Primero las definiciones. Una recesión económica sucede si la economía se contrae durante más de seis meses, si dicha contracción es profunda y si salen afectados la mayoría de los sectores productivos. En México aún no estamos en este punto y tendremos problemas para obtener indicadores oficiales, porque el INEGI canceló temporalmente las encuestas presenciales. Pero la mayoría de los pronósticos especializados apuntan a que vamos hacia allá. Por poner un ejemplo, México ya perdió 500,000 empleos formales por la pandemia, casi los mismos que se perdieron en el país durante toda la crisis económica global del 2008. Para ponderar cómo nos afectará esta vez, tenemos que tener en cuenta lo siguiente sobre nuestro país:

  • La economía la mueven las pequeñas empresas. Por cada empresa grande existen casi 360 que son micro, pequeñas o medianas. Estas últimas emplean a 8 de cada 10 trabajadores formales y generan el 42% del Producto Interno Bruto (cifras de 2018).
  • El empleo informal es enorme. Se estima que 1 de cada 2 empleos generados corresponde a este sector. Así, gran parte de la población mexicana carece de seguridad social y otros derechos laborales, lo que podría empeorar su situación.
  • Hay mucha desigualdad en la distribución de los salarios. Con un ejemplo sencillo: supongamos que todos los salarios del país son un pastel que distribuimos entre 10 personas. En México, 2 de estas personas recibirán la mitad del pastel para sí, 3 poco más de un tercio del pastel y las 5 restantes recibirán sólo un quinto del total para repartírselo entre todas. Así, la mayoría de los desempleados tendrán que enfrentar la crisis con salarios ya de por sí bajos.

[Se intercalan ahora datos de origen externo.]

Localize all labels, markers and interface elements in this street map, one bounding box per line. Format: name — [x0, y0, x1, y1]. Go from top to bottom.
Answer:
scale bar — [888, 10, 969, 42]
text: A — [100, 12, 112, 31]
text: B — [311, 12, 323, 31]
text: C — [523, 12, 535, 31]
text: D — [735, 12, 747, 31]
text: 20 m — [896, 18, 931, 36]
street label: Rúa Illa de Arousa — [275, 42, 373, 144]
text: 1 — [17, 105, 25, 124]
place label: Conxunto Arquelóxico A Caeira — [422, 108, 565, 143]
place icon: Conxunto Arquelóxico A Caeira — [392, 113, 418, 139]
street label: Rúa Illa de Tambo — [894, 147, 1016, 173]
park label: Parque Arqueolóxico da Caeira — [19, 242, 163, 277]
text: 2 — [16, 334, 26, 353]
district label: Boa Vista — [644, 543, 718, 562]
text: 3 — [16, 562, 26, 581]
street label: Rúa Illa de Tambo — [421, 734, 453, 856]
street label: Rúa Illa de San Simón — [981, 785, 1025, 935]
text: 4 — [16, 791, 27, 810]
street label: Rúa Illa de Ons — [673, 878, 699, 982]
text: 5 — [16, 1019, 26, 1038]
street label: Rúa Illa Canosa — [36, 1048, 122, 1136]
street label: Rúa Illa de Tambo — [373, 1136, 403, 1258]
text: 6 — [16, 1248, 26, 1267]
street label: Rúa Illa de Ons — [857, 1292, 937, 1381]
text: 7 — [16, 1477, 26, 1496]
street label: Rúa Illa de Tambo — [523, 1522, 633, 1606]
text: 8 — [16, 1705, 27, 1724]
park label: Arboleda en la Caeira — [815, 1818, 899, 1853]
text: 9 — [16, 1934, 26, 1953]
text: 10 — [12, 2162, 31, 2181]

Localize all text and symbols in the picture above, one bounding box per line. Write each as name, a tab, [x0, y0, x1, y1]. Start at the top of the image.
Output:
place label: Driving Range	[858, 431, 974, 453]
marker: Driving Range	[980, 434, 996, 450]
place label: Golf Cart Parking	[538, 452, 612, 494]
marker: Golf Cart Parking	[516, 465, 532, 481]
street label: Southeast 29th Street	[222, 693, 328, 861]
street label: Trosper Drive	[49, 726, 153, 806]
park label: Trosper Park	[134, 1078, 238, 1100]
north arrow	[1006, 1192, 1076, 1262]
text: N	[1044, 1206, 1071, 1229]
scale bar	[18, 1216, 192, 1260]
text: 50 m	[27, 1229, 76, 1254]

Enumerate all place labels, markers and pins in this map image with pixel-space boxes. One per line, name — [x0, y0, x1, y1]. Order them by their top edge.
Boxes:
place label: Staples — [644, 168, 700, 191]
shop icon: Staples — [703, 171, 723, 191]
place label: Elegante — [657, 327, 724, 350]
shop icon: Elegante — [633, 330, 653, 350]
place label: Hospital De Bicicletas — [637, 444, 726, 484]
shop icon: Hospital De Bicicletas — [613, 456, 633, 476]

Es decir, si nuestro país va a enfrentar una recesión económica, es prioritario tener un plan para apoyar a las pequeñas empresas y a los asalariados. Más allá de los antagonismos ideológicos, las cifras indican que, en México, ayudar a los pequeños empresarios es apoyar a los trabajadores. ¿Cómo podría hacerlo el gobierno?

Cómo enfrentar la crisis

Los gobiernos tienen herramientas para evitar que la caída sea profunda y prolongada. De no usarlas, más personas y familias se enfrentarán a dificultades como menor consumo de alimentos, menor acceso a la educación y servicios de salud más saturados. También hay indicios de que la delincuencia seguirá aumentando.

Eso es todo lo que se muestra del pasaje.